» Exercise brief:
When a line in the listing contains the string "canvas", pick it out and copy it.

» Data extracts:

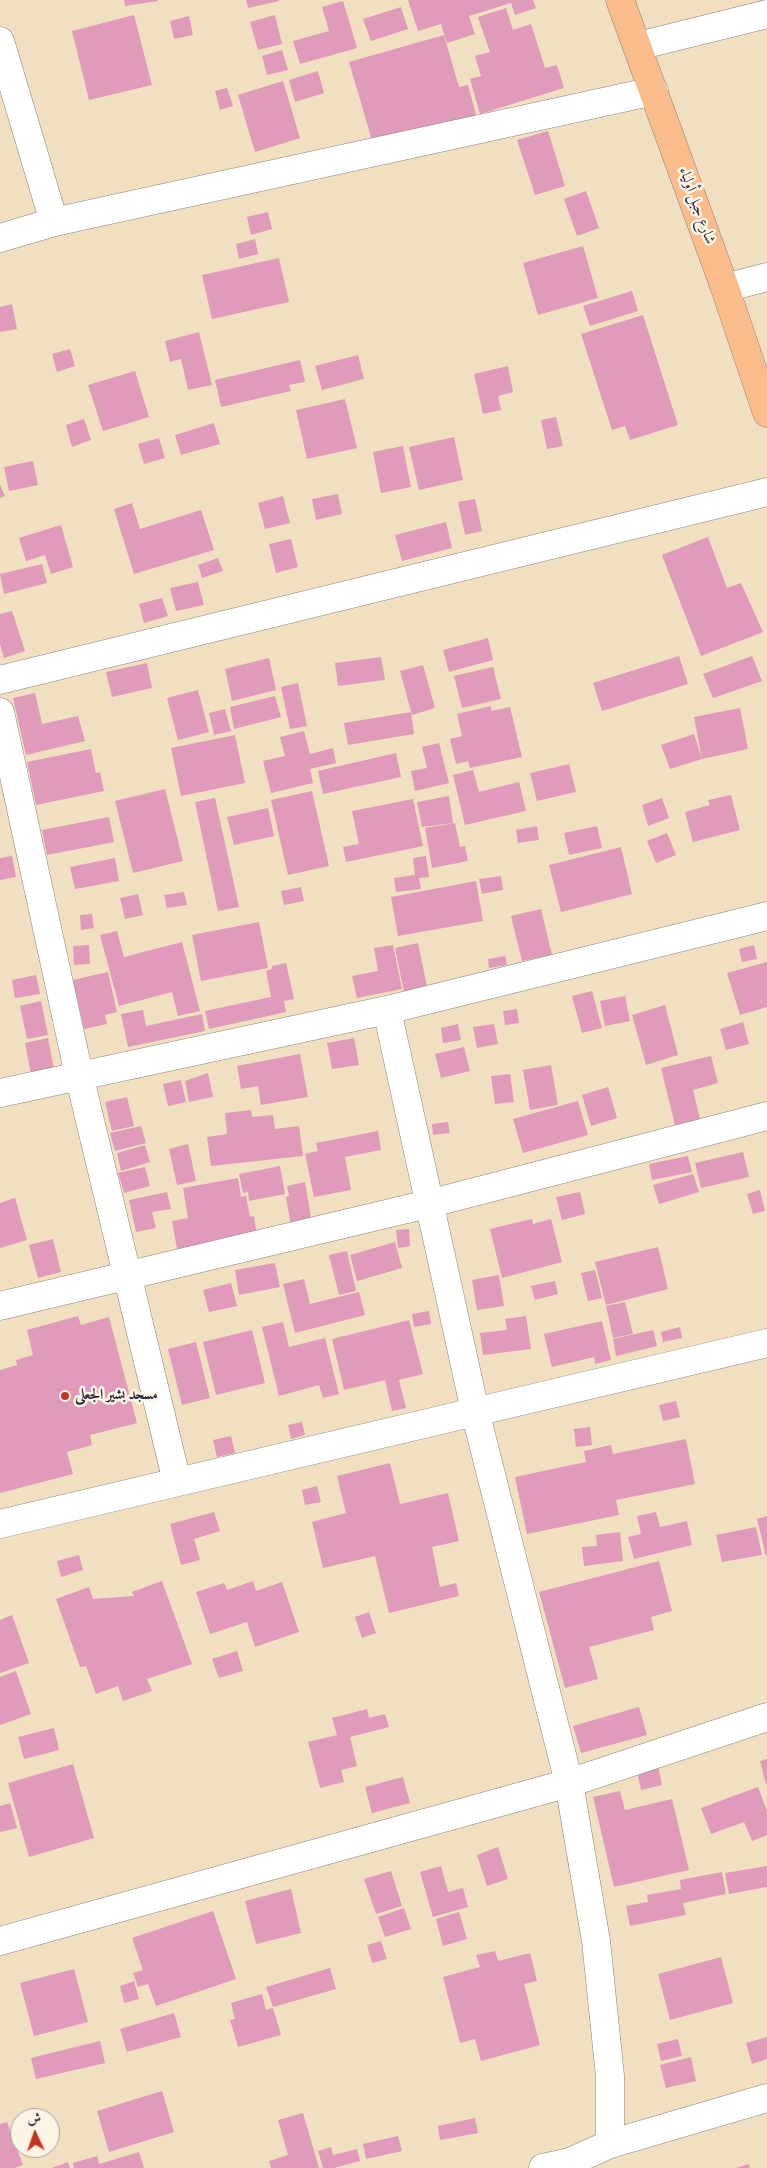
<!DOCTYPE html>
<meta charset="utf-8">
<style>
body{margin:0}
#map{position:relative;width:767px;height:2168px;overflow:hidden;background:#f0e0c1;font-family:"IM FELL DW Pica",Amiri,serif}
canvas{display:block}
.north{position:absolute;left:10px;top:2108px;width:50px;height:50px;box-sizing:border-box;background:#fcf5e5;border:1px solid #a5a1a1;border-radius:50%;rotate:357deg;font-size:14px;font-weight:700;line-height:20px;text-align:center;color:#22223b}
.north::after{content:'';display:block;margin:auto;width:18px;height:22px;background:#c8321e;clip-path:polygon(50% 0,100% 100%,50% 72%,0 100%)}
</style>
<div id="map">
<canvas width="767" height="2168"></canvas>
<div class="north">ش</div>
</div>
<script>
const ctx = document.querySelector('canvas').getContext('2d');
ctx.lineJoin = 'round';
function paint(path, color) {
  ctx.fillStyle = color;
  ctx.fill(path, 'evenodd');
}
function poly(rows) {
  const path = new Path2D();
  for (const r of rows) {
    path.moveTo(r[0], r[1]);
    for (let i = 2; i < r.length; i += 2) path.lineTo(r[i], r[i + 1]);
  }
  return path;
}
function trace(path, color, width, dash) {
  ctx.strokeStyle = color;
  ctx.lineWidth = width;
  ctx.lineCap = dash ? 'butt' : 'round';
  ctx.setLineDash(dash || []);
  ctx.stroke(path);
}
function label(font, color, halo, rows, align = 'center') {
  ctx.font = font + ' "IM FELL DW Pica",Amiri,serif';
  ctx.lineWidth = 5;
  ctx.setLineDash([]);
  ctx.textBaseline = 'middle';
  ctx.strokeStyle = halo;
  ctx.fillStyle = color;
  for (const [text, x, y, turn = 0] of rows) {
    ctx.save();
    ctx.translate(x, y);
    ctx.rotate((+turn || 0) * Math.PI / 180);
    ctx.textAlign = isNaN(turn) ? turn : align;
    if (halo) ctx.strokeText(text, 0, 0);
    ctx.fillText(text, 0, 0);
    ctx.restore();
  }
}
paint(poly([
 [124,0,158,0,158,1,125,6],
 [246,0,279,0,279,1,248,8],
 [408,0,533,0,536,8,515,15,511,3,469,16,475,34,447,43,441,24,418,31],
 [343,1,357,48,300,64,293,41,329,31,322,7],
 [401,7,408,29,371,41,363,19],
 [506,8,513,30,531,24,545,68,557,65,564,88,480,114,470,79,481,76,475,56,490,52,478,17],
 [134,15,152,85,89,100,72,31],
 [275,15,282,44,258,50,250,22],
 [189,16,193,35,174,39,170,21],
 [444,35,459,87,468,85,476,115,373,144,349,62],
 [282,50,288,70,267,75,262,56],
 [318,71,324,93,295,102,289,80],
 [283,81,300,138,255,152,238,95],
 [227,88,233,106,220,110,215,91],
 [548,131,565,186,535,195,517,140],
 [586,191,599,228,577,236,564,199],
 [268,212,272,229,251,235,247,217],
 [255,239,258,254,239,259,236,244],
 [583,246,598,298,538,315,523,263],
 [279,258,289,302,212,319,202,275],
 [632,291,638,311,590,326,583,306],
 [12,304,17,329,0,332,0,307],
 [643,315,678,425,630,440,625,426,612,430,581,334],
 [199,332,212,385,188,390,181,359,170,362,165,341],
 [70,349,75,366,57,372,52,354],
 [358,355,364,379,322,390,315,366],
 [300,360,305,382,289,385,291,391,221,407,215,380],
 [508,366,513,392,498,396,501,410,483,414,474,374],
 [135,371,149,417,103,431,88,385],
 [345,399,357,448,307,459,296,410],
 [556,417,563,446,547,449,541,420],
 [84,419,91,440,72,447,66,425],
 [214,423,220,444,181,455,175,435],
 [454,437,463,480,419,490,409,447],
 [159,438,165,458,144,464,138,444],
 [403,446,411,487,381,493,373,452],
 [33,461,38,485,9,491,4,467],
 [0,485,5,496,0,498],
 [338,494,342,514,316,520,312,499],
 [283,496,290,523,265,529,258,503],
 [475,499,482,531,465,535,458,502],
 [132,503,140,529,201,510,214,550,134,574,114,509],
 [446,522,452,548,402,561,395,535],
 [61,525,73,567,51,574,45,555,26,561,19,538],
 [708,537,727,588,741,583,763,632,701,656,662,555],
 [291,539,298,567,276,573,269,544],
 [218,558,223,571,202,578,198,565],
 [42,564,47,583,4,594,0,574],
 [198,582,204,605,176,611,170,588],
 [162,598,168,616,144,623,139,604],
 [12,611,25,651,4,658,0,644,0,614],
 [488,638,493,660,449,672,443,650],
 [679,656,688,684,602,711,593,683],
 [752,656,762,681,713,698,703,674],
 [381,657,385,680,338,686,335,663],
 [269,658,276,690,232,701,225,669],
 [147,663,152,688,112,697,106,672],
 [423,665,435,708,412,715,400,671],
 [493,667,501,699,462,708,454,676],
 [298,683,307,726,290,729,281,687],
 [198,690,209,732,178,740,167,698],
 [35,693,42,724,78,716,85,741,26,755,13,698],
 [275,696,281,717,234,729,230,707],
 [491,706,491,711,510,707,522,757,470,768,468,761,456,764,450,739,462,736,457,714],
 [740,708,748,749,702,759,694,717],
 [225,709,231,731,214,735,209,713],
 [411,712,414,734,348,745,344,723],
 [304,731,310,754,333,748,336,763,310,769,313,783,271,793,263,761,285,756,280,737],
 [694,734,702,759,670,769,661,745],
 [235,735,245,783,181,796,171,748],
 [439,743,449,783,415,791,411,771,427,768,422,747],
 [91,749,96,773,100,772,104,791,36,805,27,762],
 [396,753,401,777,323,794,318,771],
 [569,764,576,792,537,801,530,773],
 [473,770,479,792,519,782,526,811,465,825,453,775],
 [165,789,183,861,133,873,115,801],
 [312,791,329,866,288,875,271,800],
 [731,795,740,830,693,842,685,812,710,805,708,800],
 [449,796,453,823,422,827,417,802],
 [215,798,239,907,218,911,195,802],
 [662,798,669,818,648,826,642,805],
 [413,799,423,846,346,862,343,847,359,844,352,811],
 [268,808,274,836,234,845,227,817],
 [109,817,114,842,47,855,42,830],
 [455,823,460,847,465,846,468,861,432,868,425,828],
 [537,826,539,840,518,843,516,830],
 [597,826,602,848,569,855,564,833],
 [667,833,676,855,656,863,647,841],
 [621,847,632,894,561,912,549,865],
 [12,856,16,877,0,880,0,858],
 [426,856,429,877,419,878,421,889,396,892,394,878,415,875,413,858],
 [115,858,119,881,75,889,70,867],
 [501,876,503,890,482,894,479,879],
 [476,881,483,921,398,936,391,897],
 [301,887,304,901,284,905,281,891],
 [184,892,187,905,167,908,164,895],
 [138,894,143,915,125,919,120,898],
 [541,909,552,955,522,961,511,916],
 [92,914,94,928,81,930,80,915],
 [259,922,268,968,201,981,192,935],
 [117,931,124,957,182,942,200,1011,178,1016,172,992,119,1006,100,935],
 [418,943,427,987,404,992,395,948],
 [89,945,90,964,74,965,73,946],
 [393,945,402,989,357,998,352,976,378,971,374,948],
 [754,945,757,959,742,962,739,949],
 [505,956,507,965,489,968,488,959],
 [767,962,767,1007,740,1015,727,973],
 [286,963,294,999,284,1001,286,1012,209,1029,205,1011,271,997,266,971,272,969,272,966],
 [108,972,117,1012,105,1015,107,1024,84,1029,73,980],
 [36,975,40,994,15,998,12,980],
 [592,991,602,1028,582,1033,572,996],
 [625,996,630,1021,605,1026,600,1001],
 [41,1001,48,1035,27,1039,20,1006],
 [665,1005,678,1055,646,1065,632,1015],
 [517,1009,519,1023,505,1025,503,1011],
 [143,1010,146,1026,202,1014,205,1031,128,1047,121,1014],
 [743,1022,749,1044,726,1050,720,1029],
 [458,1024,461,1040,443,1043,441,1028],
 [494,1024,498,1044,477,1048,473,1027],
 [48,1038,54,1069,31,1074,25,1043],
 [354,1038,359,1065,332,1069,327,1043],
 [464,1047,470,1071,441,1078,435,1054],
 [300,1054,308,1097,261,1105,258,1086,241,1089,237,1066],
 [711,1056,718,1083,693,1090,700,1119,675,1125,661,1068],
 [551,1065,558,1105,530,1110,523,1070],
 [208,1073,213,1097,189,1102,185,1081],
 [510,1074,514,1102,495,1104,491,1076],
 [181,1080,186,1102,168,1106,163,1084],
 [608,1087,617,1118,591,1126,582,1095],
 [127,1097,134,1126,112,1131,105,1102],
 [578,1101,588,1135,523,1153,513,1119],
 [251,1110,252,1117,273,1115,275,1129,299,1126,303,1156,211,1166,207,1137,227,1134,225,1113],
 [448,1122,450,1133,433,1135,432,1124],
 [141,1126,146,1143,115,1151,110,1133],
 [378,1131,381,1150,345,1157,351,1190,314,1197,305,1154,318,1151,316,1143],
 [188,1144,196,1181,177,1185,169,1149],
 [145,1145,150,1162,121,1171,117,1153],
 [743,1152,749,1177,701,1188,695,1163],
 [688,1156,692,1172,652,1180,649,1164],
 [280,1166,285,1194,249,1201,248,1192,243,1193,239,1174],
 [145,1167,150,1186,124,1193,118,1173],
 [693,1174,699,1192,659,1204,653,1185],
 [238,1178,241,1197,246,1196,250,1217,254,1216,258,1242,178,1255,172,1221,188,1218,183,1188],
 [305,1182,312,1223,291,1226,286,1197,289,1196,287,1186],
 [760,1190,765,1211,753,1214,747,1194],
 [167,1192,171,1209,152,1212,156,1228,136,1232,129,1200],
 [580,1192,585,1214,562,1220,556,1197],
 [15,1198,27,1240,0,1248,0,1203],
 [532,1219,533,1224,551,1219,562,1262,502,1278,490,1229],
 [409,1229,410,1246,398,1248,396,1230],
 [53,1239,61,1272,38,1278,29,1245],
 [395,1242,402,1268,357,1281,350,1255],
 [658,1247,668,1289,606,1305,595,1262],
 [347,1251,356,1291,339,1295,329,1255],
 [275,1263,280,1287,239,1295,235,1270],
 [595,1270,602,1298,588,1301,581,1273],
 [499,1275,504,1306,477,1310,472,1280],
 [304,1279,310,1304,359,1292,365,1315,295,1333,283,1284],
 [555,1281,558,1294,535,1300,531,1286],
 [231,1283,237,1306,209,1312,203,1290],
 [625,1302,633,1334,613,1338,606,1306],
 [429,1311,431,1324,414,1327,412,1314],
 [78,1316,81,1325,109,1317,137,1423,90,1435,92,1445,67,1452,73,1474,0,1493,0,1370,17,1365,16,1360,33,1355,27,1330],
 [526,1316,531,1349,483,1355,480,1333,507,1330,505,1319],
 [409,1320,423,1374,399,1380,406,1408,392,1411,385,1380,344,1390,332,1339],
 [602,1321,611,1360,595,1364,594,1357,552,1367,544,1334],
 [283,1322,289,1347,325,1338,339,1394,323,1398,319,1385,279,1396,262,1327],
 [680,1327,682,1338,663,1342,661,1332],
 [252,1330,265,1383,216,1395,203,1342],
 [653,1330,657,1346,616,1356,613,1339],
 [196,1342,210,1398,182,1405,168,1349],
 [676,1401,680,1417,663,1421,659,1405],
 [302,1422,305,1435,291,1439,288,1425],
 [590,1427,592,1445,576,1447,574,1429],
 [231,1436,235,1453,217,1457,213,1440],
 [686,1439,695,1484,616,1500,619,1515,527,1534,515,1477,586,1462,584,1451,611,1445,613,1454],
 [390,1463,400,1504,448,1493,459,1541,432,1547,440,1587,456,1583,459,1596,389,1613,375,1556,323,1568,312,1522,346,1513,337,1476],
 [317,1486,321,1502,305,1505,302,1490],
 [214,1512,220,1531,194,1539,200,1560,181,1565,170,1524],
 [656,1512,660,1527,687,1521,692,1545,634,1559,628,1537,641,1534,637,1516],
 [767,1516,767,1556,766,1556,757,1519],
 [756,1527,762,1555,722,1562,716,1535],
 [620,1532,623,1561,584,1566,582,1547,597,1546,596,1535],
 [79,1555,83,1570,61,1577,57,1561],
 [659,1561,672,1611,651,1617,654,1630,589,1647,598,1679,565,1688,539,1592],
 [162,1581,192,1664,147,1679,152,1691,123,1701,118,1686,96,1694,86,1666,80,1667,56,1599,89,1587,93,1599,134,1596,132,1592],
 [253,1581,256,1591,282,1582,299,1632,255,1647,247,1622,210,1634,196,1592,224,1583,227,1590],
 [369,1612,376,1633,362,1638,355,1617],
 [12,1615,29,1663,0,1673,0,1620],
 [237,1651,243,1671,219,1678,212,1659],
 [16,1671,31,1714,0,1725,0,1677],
 [639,1707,647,1735,581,1753,573,1726],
 [367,1709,369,1718,385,1714,389,1727,350,1737,357,1766,341,1770,344,1782,320,1788,308,1742,337,1735,332,1718],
 [54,1728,59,1750,24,1759,18,1737],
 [767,1759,767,1784,766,1784,760,1761],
 [73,1764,94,1838,29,1857,8,1783],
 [658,1766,662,1785,641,1790,637,1771],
 [403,1777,410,1803,372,1813,365,1787],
 [758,1787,767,1811,767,1835,752,1841,744,1822,711,1834,701,1808],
 [620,1791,625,1810,672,1799,689,1870,614,1887,593,1797],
 [10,1803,17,1828,0,1832,0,1806],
 [498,1847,508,1879,487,1886,477,1855],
 [441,1866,448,1892,463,1888,468,1907,433,1917,420,1872],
 [767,1866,767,1887,729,1894,725,1873],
 [391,1871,402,1906,376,1914,364,1879],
 [722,1872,726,1894,683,1903,686,1915,630,1926,626,1906,648,1902,647,1895,681,1889,680,1880],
 [291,1889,301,1933,256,1944,245,1901],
 [404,1908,411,1929,385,1937,378,1917],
 [213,1911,236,1979,156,2006,148,1984,138,1987,133,1973,143,1970,132,1938],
 [459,1912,467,1939,443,1946,436,1919],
 [381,1941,387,1959,372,1963,367,1945],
 [495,1951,498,1961,530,1953,537,1981,524,1984,540,2045,481,2061,475,2039,460,2043,443,1977,480,1967,476,1955],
 [721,1957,733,2003,670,2020,658,1974],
 [330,1968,336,1989,273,2007,266,1987],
 [74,1969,88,2022,34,2036,20,1983],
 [134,1981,139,1999,124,2003,120,1986],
 [262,1994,266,2010,273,2008,281,2035,238,2047,230,2020,235,2019,231,2003],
 [174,2013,181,2037,127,2052,120,2029],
 [767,2037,767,2059,752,2064,746,2043],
 [678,2039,682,2056,661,2061,657,2044],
 [100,2041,105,2063,36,2079,31,2058],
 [691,2057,696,2081,666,2088,660,2065],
 [162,2091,174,2132,109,2152,97,2111],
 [303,2113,319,2168,271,2168,269,2161,288,2155,278,2120],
 [475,2118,478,2133,440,2140,438,2126],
 [7,2122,23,2165,15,2168,0,2168,0,2124],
 [398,2136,402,2151,366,2159,363,2144],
 [331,2147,333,2155,357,2149,360,2161,334,2168,323,2168,318,2151],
 [139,2152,144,2168,74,2168,73,2163,97,2156,99,2164],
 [68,2162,70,2168,52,2168],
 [749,2164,750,2168,736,2168]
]), '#e09aba');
const minor = poly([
 [0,41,54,222],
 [638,46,767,14],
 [0,238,54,222,654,91],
 [725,288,767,277],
 [0,680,767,492],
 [0,712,79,1075,177,1482],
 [387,1010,475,1411,569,1783,596,1941,610,2076,610,2144],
 [0,1093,387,1010,767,916],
 [0,1306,428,1204,767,1116],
 [0,1524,767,1343],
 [0,1941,569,1783,767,1717],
 [543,2168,570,2162,610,2144,767,2098]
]);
const highway = poly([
 [620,0,725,288,767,413]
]);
trace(minor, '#89817e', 29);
trace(highway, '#89817e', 29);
trace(minor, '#fff', 28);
trace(highway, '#fabc8b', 28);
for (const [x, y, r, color] of [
 [65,1396,5,"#c8321e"]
]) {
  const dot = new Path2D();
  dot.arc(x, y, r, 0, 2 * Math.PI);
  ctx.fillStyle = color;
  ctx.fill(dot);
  trace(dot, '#fcf5e5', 2);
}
label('15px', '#22223b', '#fcf5e5', [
 ["شارع جبل أولياء",696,206,70]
]);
label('bold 15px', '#22223b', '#fcf5e5', [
 ["مسجد بشير الجعلى",75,1396]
], 'left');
</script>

» Expected output:
canvas{display:block}
<canvas width="767" height="2168"></canvas>
const ctx = document.querySelector('canvas').getContext('2d');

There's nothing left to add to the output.